Nothing is as pure a vision of KatiAnn’s compassion then watching her as a mom. She has the unfretted ability to reach into the moment, and see what each child is going through. There are times that this is exhausting for her, but she excels. Much like her grace, her compassion only adds to her beauty. There was a moment, a few months back, where she had reached a new level of exhaustion. Mind you, we are raising three kids that are five and under, so it is more than understandable. In this moment she pleaded with David (3) to “have some compassion” to which he sweetly, and verbosely, replied “NO! More passion”! It is a mark of greatness that one can teach a three year old that we all need more passion sometimes.

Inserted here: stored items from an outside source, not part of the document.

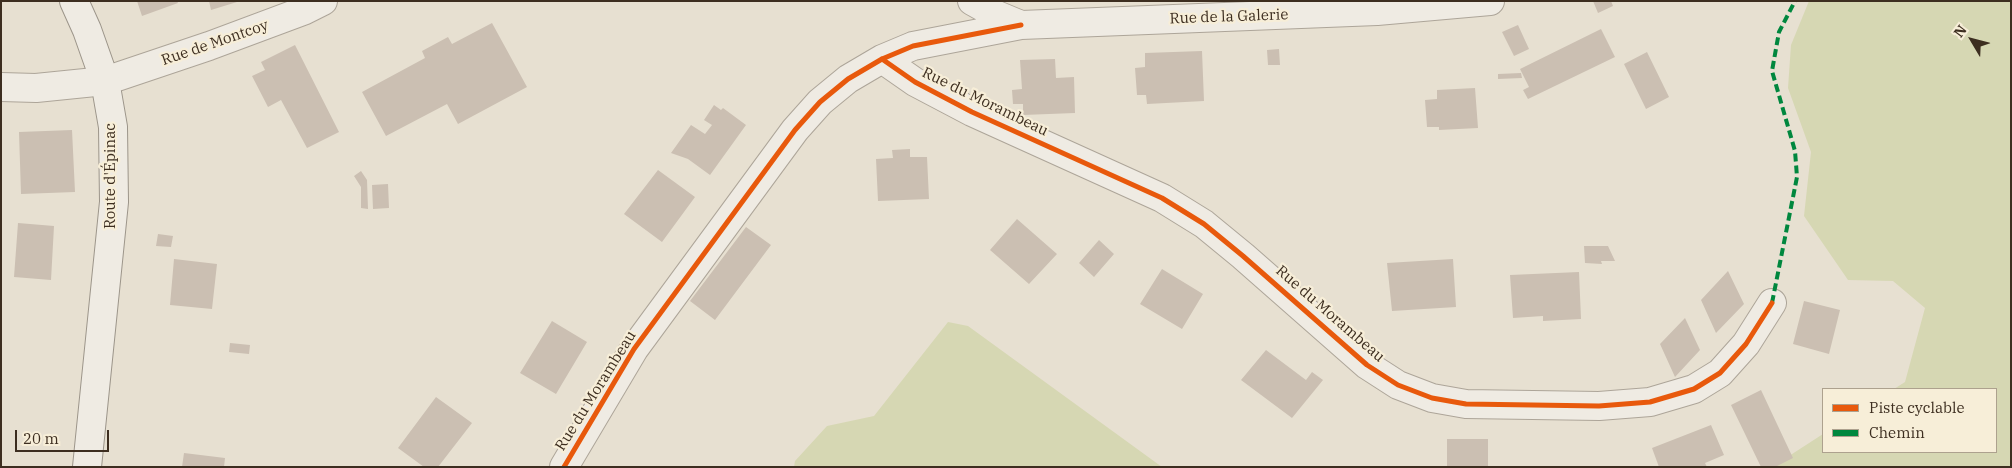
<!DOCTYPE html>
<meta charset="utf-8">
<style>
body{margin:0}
#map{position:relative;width:2012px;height:468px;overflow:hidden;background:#e7e0d1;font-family:"IBM Plex Serif",serif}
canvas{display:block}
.frame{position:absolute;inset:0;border:2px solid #3d2e20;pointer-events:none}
.legend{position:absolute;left:1822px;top:388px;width:175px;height:65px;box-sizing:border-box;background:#f7eed8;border:1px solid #ada18e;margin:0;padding:6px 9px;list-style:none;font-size:15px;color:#3d2e20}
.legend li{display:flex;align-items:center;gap:10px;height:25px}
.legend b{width:25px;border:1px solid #ada18e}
.north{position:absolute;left:1947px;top:15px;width:50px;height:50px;-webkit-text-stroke:4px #f7eed8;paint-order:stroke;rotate:307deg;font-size:14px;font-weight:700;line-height:20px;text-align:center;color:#3d2e20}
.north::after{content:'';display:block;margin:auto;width:18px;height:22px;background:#3d2e20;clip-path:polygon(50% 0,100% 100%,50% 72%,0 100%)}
.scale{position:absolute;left:15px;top:430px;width:94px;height:22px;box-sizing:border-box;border:2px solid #3d2e20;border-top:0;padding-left:6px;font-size:15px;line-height:18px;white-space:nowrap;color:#3d2e20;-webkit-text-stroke:4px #f7eed8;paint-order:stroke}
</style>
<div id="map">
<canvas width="2012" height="468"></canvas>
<div class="frame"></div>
<ul class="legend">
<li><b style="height:6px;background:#e8590c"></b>Piste cyclable</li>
<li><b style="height:6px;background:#00873e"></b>Chemin</li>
</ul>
<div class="north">N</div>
<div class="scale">20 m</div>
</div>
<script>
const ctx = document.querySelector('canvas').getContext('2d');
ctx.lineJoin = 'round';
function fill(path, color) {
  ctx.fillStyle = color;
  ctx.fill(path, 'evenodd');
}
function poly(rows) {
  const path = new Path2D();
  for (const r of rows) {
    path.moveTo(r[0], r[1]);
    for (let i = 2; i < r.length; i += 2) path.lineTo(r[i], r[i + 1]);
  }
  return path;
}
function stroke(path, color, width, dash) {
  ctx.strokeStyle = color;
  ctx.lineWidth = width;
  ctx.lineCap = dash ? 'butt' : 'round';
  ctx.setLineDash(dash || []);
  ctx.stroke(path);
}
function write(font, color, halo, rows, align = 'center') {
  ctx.font = font + ' "IBM Plex Serif",serif';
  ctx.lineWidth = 4.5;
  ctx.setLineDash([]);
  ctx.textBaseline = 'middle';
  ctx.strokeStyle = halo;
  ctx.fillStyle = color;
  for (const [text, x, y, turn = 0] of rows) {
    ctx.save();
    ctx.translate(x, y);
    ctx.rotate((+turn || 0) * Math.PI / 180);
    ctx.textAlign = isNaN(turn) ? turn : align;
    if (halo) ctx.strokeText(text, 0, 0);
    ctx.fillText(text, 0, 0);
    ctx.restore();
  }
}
const green = poly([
 [1809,1,2011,1,2011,467,1772,467,1823,434,1823,452,1996,452,1996,389,1894,389,1905,382,1925,308,1893,281,1848,280,1804,216,1811,152,1788,88,1791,45],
 [948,322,968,326,1162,467,794,467,795,461,827,426,874,416]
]);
const building = poly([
 [137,1,177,1,178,3,142,16],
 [209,1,237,1,237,2,211,10],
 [1593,1,1611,1,1613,6,1598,13],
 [492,23,527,87,458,124,447,104,386,136,362,92,425,58,422,51,448,37,452,44],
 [1518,25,1529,49,1514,56,1502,32],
 [1601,29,1615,57,1528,99,1523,90,1529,87,1520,69],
 [295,45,339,132,307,148,281,100,268,107,252,76,265,70,261,62],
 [1279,49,1280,65,1268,65,1267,50],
 [1202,51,1204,101,1147,104,1146,95,1137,95,1135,68,1145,67,1145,53],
 [1647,52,1669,97,1646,109,1624,64],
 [1055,59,1056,78,1074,77,1075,113,1023,115,1023,104,1013,104,1012,90,1022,89,1020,60],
 [1521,73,1522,78,1498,79,1498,74],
 [1475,88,1478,128,1439,130,1439,127,1427,127,1425,100,1437,99,1437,90],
 [714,105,721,110,723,108,746,125,710,175,688,159,671,153,691,125,705,134,712,125,704,120],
 [72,130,75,192,21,194,19,132],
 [910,149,910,157,927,157,929,199,878,201,876,159,893,158,892,150],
 [658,170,695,197,662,242,624,214],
 [361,171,367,180,368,209,361,208,361,187,354,176],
 [388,184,389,208,373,209,372,185],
 [1017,219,1057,254,1029,284,990,250],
 [18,223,54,226,51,280,14,277],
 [746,227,771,245,715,320,690,301],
 [158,234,173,236,171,247,156,246],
 [1099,240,1114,254,1094,277,1079,263],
 [1584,246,1608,246,1615,261,1601,261,1602,264,1585,263],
 [174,259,217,264,212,309,170,305],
 [1453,259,1456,307,1392,311,1387,263],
 [1162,269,1203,294,1182,329,1140,304],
 [1728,271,1744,304,1716,333,1701,300],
 [1579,272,1581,319,1543,321,1543,316,1513,318,1510,275],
 [1804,301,1840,310,1829,354,1793,344],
 [1685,318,1700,350,1675,377,1660,344],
 [552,321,587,342,556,394,520,373],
 [230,343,250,345,249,354,229,352],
 [1266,350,1306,380,1312,372,1323,380,1292,418,1241,380],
 [1761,390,1793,458,1775,467,1761,467,1731,405],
 [436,397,472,423,438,467,424,467,398,448],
 [1711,425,1724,455,1705,463,1707,467,1659,467,1652,448],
 [1447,439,1488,439,1488,467,1447,467],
 [184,453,225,458,224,467,182,467]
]);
const minor = poly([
 [972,1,997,15,1021,25,1377,11,1490,1],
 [882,59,915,82,972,112,1162,198,1204,224,1243,256,1367,365,1398,385,1432,398,1466,404,1599,406,1650,402,1694,389,1720,373,1746,344,1772,303],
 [1,87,36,88,105,81,209,46,303,11,323,1],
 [564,467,634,349,795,130,820,102,848,79,882,59,913,46,1021,25]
]);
const secondary = poly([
 [74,1,87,30,105,81,113,127,114,202,87,467]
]);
const quiet = poly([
 [1772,303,1797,177,1795,151,1772,71,1779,32,1795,1]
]);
const cycleway = poly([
 [882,59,915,82,972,112,1162,198,1204,224,1243,256,1367,365,1398,385,1432,398,1466,404,1599,406,1650,402,1694,389,1720,373,1746,344,1772,303],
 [564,467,634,349,795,130,820,102,848,79,882,59,913,46,1021,25]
]);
const streetNames = [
 ["Rue de la Galerie",1229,17,-2],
 ["Rue de Montcoy",215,43,-19],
 ["Rue du Morambeau",985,102,26],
 ["Route d'Épinac",111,176,-90],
 ["Rue du Morambeau",1330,314,41],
 ["Rue du Morambeau",596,391,-58]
];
fill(green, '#d6d7b3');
fill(building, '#cbbfb2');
stroke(minor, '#ada599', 30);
stroke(secondary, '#9c958a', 30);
stroke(minor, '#efebe3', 28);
stroke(secondary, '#efebe3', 28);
stroke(quiet, '#00873e', 4, [8, 4]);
stroke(cycleway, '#e8590c', 5);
write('15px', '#3d2e20', '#f7eed8', streetNames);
</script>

Strength, from deep within

“Great occasions do not make heroes of cowards; they simply unveil them to the eyes of men. Silently and perceptibly, as we wake or sleep, we grow strong or weak; and last some crisis shows us what we have become” – Brooke Foss Westcott

I have experienced the birth of my children, and been humbled in the strength that my beloved holds. Granted, this was personified during contractions when, at one point, the nurses asked ME if I was ok. Regardless, it takes a strong person to be one that I can lean on. And I have. There have been many times when things have been… eventful. We have a synchronicity about us in those times. When one feels like we are falling, the other picks them up. Back and forth, these tides ebb and flow, until we meet on the other side. Though every surgery, birth, death, stress, and change, we have met each other before, during and after, holding hands. She is my rock, as I am hers. We are better for it.

Those eyes

The moment that she first looked at me, I caught my breath. The deep, pure, beauty that capture light from every angle. The way that even the faintest moonlight brings a brilliant sparkle from the deep blue depths. There is a fondness in her gaze that has had me since our eyes met. Furthermore, I see the same eyes in the eyes of the children. Filled with grace, compassion, strength and wonder. I am blessed to see these eyes in the morning, and when I get home.

So, the way that my beloved won my heart is by being herself. I know, sounds a little lackluster. But, in my opinion, her self is very, very awesome.

Live big, love bigger, and be kind, always.